6. In order of importance, however, the attraction from Iran’s
perspective of moving toward desired international acceptance and
respectability is completely overshadowed by two other dominant
factors at this time: the need to reinforce and preserve Iran’s
national pride (recently enhanced by the apparent success of its
Hizballah surrogate in Lebanon) , and its conviction that the United
States is an implacable enemy whose aggressive bullying must be
resisted at all costs.
7. Adding up all those factors, it seems clear to me that Bush has
laid out the following course for American policy, adding up to a
Catch-22 from which I see no escape:
a. Continuing futile efforts to achieve Iranian capitulation through
weak and ineffective economic sanctions, to the accompaniment of
counterproductive vituperation and bombast;
b. Quickly followed by a period of rapidly escalating threats of
military action, during which international and domestic opposition
to American policy will increase dramatically, making Bush’s choices
increasingly more painful and difficult in every respect;
c. A judgment by Bush that the immediate risks and costs of
preemptive military action against Iran are, in the final analysis,
less formidable than the risks and costs of tolerating Iranian
nuclear possession --- and the personal and national humiliation
that would result from passive acceptance of that outcome.
d.

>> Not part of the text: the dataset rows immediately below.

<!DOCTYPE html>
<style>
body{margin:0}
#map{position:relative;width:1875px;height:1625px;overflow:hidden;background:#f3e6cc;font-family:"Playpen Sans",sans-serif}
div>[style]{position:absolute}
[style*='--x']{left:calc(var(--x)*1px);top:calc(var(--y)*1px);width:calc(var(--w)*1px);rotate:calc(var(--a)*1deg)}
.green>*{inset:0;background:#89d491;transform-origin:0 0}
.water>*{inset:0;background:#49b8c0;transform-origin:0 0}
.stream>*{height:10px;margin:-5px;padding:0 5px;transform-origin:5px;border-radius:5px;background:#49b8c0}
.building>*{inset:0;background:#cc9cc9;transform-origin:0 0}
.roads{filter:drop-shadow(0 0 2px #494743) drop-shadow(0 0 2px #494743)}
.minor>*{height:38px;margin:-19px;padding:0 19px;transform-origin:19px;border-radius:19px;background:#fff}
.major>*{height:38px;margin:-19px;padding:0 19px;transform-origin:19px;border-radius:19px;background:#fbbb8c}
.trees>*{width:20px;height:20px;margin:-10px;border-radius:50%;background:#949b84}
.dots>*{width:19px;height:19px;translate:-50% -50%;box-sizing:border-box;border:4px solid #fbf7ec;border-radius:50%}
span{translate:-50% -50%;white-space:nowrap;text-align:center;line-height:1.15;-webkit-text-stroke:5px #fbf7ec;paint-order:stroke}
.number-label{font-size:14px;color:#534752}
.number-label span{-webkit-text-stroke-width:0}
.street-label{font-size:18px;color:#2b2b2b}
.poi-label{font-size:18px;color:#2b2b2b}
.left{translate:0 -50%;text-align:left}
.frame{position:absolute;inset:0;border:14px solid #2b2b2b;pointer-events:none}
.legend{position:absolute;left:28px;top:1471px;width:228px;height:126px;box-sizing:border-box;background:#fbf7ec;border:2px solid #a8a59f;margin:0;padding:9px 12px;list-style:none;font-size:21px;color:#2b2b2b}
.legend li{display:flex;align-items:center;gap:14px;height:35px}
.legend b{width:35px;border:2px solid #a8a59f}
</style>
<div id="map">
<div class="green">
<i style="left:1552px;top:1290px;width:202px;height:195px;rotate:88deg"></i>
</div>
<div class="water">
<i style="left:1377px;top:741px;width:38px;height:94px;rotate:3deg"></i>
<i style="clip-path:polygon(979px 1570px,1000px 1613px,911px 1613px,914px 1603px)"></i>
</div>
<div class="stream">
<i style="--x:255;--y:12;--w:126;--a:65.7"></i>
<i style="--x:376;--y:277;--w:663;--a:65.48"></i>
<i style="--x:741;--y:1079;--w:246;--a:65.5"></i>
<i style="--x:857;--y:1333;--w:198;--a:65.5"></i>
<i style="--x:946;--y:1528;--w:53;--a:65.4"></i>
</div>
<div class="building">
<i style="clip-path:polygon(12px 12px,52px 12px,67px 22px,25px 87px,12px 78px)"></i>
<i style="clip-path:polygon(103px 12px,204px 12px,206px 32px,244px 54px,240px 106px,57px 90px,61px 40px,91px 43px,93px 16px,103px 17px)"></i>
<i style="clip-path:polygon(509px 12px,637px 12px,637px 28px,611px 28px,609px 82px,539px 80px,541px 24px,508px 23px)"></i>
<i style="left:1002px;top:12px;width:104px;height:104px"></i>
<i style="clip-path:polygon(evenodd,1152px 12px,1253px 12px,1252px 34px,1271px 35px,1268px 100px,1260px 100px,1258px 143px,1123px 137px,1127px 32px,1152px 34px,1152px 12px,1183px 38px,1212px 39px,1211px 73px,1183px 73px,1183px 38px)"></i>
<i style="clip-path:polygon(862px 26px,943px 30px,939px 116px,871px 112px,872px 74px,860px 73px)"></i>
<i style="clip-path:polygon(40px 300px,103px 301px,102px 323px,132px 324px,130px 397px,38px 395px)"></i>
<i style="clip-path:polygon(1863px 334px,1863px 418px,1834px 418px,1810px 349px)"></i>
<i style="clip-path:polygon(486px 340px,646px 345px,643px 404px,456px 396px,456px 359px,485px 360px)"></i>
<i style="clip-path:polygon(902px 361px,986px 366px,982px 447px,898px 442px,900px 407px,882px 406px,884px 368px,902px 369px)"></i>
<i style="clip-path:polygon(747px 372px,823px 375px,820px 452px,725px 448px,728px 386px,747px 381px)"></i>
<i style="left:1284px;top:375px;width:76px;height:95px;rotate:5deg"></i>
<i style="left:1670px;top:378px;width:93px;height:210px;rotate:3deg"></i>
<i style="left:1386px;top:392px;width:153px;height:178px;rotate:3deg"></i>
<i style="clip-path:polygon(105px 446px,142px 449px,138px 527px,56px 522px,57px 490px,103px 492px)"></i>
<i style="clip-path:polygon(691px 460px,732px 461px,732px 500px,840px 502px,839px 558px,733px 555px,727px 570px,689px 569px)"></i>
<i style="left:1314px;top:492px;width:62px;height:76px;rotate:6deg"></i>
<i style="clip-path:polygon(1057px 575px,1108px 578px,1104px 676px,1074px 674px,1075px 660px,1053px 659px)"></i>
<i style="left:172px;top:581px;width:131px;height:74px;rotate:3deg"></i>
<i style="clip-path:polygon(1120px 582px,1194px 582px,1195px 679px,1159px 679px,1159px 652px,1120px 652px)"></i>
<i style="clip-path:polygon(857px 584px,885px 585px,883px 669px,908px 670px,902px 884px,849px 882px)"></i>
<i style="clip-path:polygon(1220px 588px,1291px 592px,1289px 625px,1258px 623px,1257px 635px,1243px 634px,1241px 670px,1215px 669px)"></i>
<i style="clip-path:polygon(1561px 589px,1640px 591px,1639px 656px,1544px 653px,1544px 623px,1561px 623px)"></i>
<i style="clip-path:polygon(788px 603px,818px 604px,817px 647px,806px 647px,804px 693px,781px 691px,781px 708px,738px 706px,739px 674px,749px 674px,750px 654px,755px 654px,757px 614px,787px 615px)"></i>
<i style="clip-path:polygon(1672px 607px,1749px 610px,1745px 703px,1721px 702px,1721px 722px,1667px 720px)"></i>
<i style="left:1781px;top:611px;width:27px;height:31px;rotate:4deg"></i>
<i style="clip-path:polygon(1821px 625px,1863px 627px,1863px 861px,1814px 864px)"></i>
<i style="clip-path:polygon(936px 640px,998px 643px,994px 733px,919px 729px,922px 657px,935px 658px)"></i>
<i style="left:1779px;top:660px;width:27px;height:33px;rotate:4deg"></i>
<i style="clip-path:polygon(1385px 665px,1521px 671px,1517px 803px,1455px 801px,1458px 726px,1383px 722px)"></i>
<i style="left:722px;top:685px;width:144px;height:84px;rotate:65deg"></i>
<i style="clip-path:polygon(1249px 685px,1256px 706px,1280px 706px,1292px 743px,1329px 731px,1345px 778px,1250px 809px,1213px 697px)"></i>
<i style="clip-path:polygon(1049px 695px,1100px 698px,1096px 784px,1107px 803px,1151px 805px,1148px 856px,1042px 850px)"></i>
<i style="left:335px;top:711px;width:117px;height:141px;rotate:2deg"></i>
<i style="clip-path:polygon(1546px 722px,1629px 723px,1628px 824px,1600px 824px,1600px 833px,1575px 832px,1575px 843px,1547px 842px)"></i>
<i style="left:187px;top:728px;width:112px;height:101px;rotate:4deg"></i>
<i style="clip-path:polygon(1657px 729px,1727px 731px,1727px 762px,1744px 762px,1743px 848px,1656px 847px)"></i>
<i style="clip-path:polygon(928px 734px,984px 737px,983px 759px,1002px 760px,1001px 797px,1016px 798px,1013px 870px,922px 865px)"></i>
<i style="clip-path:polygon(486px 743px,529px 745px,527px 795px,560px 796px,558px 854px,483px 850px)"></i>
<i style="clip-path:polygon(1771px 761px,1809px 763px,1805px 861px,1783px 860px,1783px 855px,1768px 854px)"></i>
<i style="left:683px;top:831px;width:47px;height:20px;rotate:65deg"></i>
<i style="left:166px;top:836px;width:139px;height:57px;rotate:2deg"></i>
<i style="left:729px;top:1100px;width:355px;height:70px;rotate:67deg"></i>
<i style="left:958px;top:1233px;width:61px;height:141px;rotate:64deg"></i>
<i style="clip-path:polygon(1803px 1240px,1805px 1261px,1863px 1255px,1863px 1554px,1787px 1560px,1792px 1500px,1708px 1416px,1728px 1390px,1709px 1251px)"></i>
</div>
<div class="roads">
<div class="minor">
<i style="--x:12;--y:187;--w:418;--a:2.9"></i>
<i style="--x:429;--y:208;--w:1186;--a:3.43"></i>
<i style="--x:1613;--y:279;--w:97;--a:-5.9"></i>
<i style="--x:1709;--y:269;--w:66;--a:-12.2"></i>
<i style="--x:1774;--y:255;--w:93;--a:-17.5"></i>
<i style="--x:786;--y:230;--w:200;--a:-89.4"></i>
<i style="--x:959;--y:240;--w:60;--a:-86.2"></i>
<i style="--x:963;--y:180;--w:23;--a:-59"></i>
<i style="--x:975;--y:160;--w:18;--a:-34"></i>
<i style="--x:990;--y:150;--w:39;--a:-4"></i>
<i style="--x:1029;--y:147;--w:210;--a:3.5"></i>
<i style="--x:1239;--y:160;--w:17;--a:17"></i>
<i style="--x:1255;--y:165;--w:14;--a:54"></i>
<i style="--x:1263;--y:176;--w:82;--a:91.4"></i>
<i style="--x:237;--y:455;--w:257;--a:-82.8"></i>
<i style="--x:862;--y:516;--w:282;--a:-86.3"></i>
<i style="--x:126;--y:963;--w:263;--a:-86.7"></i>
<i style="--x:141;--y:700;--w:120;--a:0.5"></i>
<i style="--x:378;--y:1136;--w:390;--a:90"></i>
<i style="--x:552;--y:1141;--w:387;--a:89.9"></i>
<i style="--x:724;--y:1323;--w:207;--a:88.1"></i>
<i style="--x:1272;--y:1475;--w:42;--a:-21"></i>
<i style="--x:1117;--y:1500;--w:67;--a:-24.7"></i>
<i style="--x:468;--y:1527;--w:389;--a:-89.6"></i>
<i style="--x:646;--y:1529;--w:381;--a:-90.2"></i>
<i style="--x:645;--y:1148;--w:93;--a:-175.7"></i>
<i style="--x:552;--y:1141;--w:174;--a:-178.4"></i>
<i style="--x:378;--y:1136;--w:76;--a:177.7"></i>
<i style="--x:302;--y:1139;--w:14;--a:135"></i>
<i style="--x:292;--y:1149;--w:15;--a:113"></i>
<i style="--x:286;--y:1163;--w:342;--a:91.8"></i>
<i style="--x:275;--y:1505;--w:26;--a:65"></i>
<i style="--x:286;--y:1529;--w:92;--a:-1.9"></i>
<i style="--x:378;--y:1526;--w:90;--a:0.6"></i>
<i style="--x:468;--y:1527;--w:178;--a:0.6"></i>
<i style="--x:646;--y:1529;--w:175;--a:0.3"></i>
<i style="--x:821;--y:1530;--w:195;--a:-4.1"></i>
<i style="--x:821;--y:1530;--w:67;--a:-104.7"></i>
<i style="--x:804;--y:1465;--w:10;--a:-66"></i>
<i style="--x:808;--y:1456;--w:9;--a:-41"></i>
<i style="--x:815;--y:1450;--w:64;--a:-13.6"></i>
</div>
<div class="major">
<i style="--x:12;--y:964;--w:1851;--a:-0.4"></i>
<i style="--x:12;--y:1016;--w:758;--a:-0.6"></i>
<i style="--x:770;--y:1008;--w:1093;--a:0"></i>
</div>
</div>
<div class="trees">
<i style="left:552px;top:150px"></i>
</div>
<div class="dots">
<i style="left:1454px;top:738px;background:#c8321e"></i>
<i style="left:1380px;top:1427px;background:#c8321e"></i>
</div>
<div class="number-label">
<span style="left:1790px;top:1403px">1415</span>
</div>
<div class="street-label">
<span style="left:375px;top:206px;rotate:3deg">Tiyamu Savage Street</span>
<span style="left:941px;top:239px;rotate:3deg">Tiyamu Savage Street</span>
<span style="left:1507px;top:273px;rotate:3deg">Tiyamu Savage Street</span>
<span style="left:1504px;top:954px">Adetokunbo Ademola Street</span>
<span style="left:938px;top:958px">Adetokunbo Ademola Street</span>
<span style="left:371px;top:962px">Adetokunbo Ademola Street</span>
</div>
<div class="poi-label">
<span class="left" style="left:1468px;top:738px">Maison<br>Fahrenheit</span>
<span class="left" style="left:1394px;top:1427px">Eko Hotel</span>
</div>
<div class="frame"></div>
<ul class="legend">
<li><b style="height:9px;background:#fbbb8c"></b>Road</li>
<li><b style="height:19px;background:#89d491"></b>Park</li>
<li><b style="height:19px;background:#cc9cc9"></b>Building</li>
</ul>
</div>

Sometime before the end of his term, a massive air military
attack on a wide range of carefully selected targets in Iran, in
partnership with Israel, and against the advice of many of his
advisers --- justified by the conviction that a nuclear Iran would
pose an intolerable threat to American national security, firm in
his faith that God agrees with him on that point, and certain that
history will eventually recognize and properly appreciate his
courageous and visionary leadership.